Daylight Programmer's Guide: SMARTS

9. SMARTS Toolkit: Structural Searching

9.1 Introduction

The Daylight SMARTS Toolkit provides a powerful set of substructure searching algorithms. The SMARTS Toolkit can parse a SMARTS string and produce a pattern object, then test the pattern against one or more molecule objects to see if the molecule contains the pattern. Several types of pattern searches are available, including "yes/no" tests and exhaustive enumeration of all occurances of a pattern in a molecule.

There are three objects specific to the Daylight SMARTS Toolkit:

pattern: The result of "compiling" a SMARTS string. Each SMARTS string is converted to a pattern before use; the pattern-generation algorithm parses the SMARTS, checks for errors, and pre-computes certain information that improves substructure-search speed.
pathset: A collection of path objects all of which have the same base molecule. A pathset is the result of matching a pattern against a molecule. (For background information, see the chapter on Substructures and Paths.)
vbind: A "vector binding". A binding of a name to a pattern or pathset. This is explained in more detail below.

9.2 Optimizing SMARTS

dt_smarts_opt(string smarts, boolean vmatch) => string optsmarts

Returns a new SMARTS string that is equivalent in meaning to the given SMARTS, but that has been reordered to permit matches to be done more quickly on typical molecules. (See the chapter on SMARTS in the section entitled "Efficiency Considerations" for more information.)

The optimized SMARTS is called "equivalent in meaning" to the original because the optimized string will match the exact same sets of objects as the original (though the pathsets returned may have their atoms and bonds in different orders), no matter what molecules they are matched against.

The exact meaning of a SMARTS depends upon the type of match to be performed, as described below in the functions dt_match(), and dt_vmatch(). The parameter vmatch, if TRUE, indicates that the SMARTS string should be optimized for use by dt_vmatch(); otherwise indicates that it should be optimized for dt_match() or dt_umatch(). (In practical terms, optimizing for dt_match() or dt_umatch() means that the head atom of the optimized string may not be the same as that of the original string, whereas optimizing for dt_vmatch() means that the first atom of the optimized string will be the same as that of the original string.)

The optimized SMARTS returned by this function are expected to be matched reasonably quickly on the average. The actual matching speed, however, depends on the molecules to be matched against, as well as on the SMARTS string itself. It is not possible to guarantee that the returned string will actually match faster than to original SMARTS. It is often possible to generate faster SMARTS "by hand" using particular knowledge of the molecules to which it will be applied.

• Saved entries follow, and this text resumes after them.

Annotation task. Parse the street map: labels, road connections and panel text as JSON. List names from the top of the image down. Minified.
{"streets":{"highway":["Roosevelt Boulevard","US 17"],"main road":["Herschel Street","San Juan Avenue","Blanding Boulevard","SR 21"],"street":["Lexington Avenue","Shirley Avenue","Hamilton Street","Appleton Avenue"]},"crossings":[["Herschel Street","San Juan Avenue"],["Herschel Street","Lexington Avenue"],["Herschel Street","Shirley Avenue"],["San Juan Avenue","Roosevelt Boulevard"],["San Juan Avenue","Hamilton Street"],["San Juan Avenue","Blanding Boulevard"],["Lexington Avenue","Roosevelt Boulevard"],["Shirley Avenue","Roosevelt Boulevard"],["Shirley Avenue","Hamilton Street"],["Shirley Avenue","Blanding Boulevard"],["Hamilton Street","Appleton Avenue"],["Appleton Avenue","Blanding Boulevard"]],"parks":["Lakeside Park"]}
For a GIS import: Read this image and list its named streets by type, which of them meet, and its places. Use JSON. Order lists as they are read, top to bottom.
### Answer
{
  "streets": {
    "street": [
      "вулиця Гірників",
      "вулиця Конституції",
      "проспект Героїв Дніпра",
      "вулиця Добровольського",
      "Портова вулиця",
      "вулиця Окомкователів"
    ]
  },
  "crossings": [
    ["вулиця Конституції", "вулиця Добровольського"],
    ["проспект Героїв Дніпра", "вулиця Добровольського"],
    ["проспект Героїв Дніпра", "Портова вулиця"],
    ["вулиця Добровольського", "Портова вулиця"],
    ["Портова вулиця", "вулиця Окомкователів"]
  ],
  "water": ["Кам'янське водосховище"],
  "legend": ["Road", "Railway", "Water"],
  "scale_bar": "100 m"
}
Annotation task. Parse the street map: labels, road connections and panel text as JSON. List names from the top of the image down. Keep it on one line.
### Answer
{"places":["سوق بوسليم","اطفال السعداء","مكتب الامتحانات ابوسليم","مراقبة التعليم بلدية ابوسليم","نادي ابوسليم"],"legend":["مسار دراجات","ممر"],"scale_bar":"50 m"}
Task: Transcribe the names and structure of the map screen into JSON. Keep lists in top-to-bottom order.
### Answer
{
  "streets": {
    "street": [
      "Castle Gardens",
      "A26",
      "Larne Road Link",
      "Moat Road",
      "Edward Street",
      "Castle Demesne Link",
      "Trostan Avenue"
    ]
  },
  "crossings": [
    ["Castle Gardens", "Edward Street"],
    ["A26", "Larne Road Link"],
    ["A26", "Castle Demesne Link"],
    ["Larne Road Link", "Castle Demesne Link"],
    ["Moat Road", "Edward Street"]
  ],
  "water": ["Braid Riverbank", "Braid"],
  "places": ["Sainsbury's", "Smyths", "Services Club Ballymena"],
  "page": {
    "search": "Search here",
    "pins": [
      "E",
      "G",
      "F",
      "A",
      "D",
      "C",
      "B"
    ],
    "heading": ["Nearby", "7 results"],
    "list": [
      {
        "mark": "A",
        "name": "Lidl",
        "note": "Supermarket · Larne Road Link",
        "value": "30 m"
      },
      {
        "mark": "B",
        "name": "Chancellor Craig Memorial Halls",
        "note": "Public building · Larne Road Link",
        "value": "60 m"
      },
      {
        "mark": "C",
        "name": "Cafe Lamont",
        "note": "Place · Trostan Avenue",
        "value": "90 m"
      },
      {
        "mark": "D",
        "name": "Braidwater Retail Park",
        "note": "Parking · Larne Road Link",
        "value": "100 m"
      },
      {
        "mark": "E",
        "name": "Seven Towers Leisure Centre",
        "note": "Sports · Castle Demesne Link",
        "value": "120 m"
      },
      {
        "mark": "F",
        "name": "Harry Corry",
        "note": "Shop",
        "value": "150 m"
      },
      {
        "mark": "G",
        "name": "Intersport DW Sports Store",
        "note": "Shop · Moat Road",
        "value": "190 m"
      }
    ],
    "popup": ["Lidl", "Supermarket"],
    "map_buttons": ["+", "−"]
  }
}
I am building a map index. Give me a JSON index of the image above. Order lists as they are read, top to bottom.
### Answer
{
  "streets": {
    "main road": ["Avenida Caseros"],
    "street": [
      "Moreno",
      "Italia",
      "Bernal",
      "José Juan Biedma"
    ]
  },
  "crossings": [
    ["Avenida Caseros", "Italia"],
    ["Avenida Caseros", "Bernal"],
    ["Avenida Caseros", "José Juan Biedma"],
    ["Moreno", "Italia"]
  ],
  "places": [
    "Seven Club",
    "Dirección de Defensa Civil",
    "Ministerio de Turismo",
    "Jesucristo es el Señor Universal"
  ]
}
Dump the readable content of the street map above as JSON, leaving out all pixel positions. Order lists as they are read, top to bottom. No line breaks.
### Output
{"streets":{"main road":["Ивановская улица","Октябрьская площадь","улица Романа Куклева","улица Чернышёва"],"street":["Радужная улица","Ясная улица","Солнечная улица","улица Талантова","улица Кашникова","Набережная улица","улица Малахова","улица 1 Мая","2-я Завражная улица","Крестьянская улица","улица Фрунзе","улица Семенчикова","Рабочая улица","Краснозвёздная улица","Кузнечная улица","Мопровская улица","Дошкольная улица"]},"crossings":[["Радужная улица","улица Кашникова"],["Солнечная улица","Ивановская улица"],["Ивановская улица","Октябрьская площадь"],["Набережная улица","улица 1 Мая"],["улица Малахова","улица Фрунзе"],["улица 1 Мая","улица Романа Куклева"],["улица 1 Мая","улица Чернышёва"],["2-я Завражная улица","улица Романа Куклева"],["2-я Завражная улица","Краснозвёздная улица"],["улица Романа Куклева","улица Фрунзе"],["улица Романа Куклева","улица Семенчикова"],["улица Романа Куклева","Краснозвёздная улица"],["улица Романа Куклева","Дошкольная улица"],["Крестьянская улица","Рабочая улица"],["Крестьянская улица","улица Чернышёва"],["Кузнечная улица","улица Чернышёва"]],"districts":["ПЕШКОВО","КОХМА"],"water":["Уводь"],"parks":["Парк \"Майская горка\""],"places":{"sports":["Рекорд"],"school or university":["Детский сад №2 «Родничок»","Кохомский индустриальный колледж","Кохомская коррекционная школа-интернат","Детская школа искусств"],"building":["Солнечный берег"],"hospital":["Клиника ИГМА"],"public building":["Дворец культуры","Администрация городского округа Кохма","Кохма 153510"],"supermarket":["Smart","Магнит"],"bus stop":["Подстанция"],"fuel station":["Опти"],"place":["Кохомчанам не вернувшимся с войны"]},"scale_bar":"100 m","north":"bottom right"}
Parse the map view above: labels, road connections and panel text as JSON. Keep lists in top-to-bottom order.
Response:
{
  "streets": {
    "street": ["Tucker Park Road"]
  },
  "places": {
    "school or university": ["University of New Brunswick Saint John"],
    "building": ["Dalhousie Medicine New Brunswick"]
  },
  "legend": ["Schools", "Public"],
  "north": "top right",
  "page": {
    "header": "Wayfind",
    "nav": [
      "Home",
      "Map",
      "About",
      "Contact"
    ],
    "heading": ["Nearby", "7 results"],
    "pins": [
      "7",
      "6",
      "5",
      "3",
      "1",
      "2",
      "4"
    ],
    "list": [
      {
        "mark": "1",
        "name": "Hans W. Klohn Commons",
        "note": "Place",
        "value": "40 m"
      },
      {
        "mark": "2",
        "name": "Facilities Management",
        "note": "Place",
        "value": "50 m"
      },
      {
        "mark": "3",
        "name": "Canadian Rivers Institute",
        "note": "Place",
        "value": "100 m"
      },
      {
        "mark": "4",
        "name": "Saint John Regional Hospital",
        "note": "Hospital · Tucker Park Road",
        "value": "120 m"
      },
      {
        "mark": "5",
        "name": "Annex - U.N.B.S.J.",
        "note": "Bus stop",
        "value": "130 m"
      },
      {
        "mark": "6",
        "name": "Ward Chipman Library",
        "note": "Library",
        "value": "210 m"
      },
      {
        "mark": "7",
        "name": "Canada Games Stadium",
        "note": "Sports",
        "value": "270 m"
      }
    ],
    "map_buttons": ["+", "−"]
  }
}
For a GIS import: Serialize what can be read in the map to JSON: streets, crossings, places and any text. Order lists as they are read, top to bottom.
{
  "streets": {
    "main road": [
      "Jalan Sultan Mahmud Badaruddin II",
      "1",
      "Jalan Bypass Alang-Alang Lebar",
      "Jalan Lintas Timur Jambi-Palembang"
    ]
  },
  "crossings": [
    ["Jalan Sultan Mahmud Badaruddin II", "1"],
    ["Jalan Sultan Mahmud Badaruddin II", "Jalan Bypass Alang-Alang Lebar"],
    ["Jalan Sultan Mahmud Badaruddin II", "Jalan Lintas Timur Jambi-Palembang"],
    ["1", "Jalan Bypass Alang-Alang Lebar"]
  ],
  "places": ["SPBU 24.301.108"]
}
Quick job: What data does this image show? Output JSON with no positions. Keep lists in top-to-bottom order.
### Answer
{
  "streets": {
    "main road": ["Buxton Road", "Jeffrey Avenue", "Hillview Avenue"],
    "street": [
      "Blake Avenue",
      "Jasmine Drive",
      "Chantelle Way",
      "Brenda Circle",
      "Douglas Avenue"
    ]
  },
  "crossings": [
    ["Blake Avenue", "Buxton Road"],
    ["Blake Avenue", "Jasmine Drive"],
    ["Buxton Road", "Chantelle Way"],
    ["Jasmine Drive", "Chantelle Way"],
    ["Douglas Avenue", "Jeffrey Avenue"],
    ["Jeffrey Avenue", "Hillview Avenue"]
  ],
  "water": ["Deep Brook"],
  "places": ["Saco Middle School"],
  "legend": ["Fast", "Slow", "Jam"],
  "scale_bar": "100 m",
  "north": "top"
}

The algorithm employed by this function is based on rules generated from a database of "typical" organic molecules.

9.3 Allocating Patterns and Pathsets

dt_smartin(string smarts) => Handle pattern: Interprets the SMARTS string and creates a pattern object; returns the object's handle.
dt_alloc_pathset(Handle molecule) => Handle pathset: Allocates a new pathset object and returns its handle. (Note: this function is typically not needed; pathsets are normally generated by dt_match(), described below.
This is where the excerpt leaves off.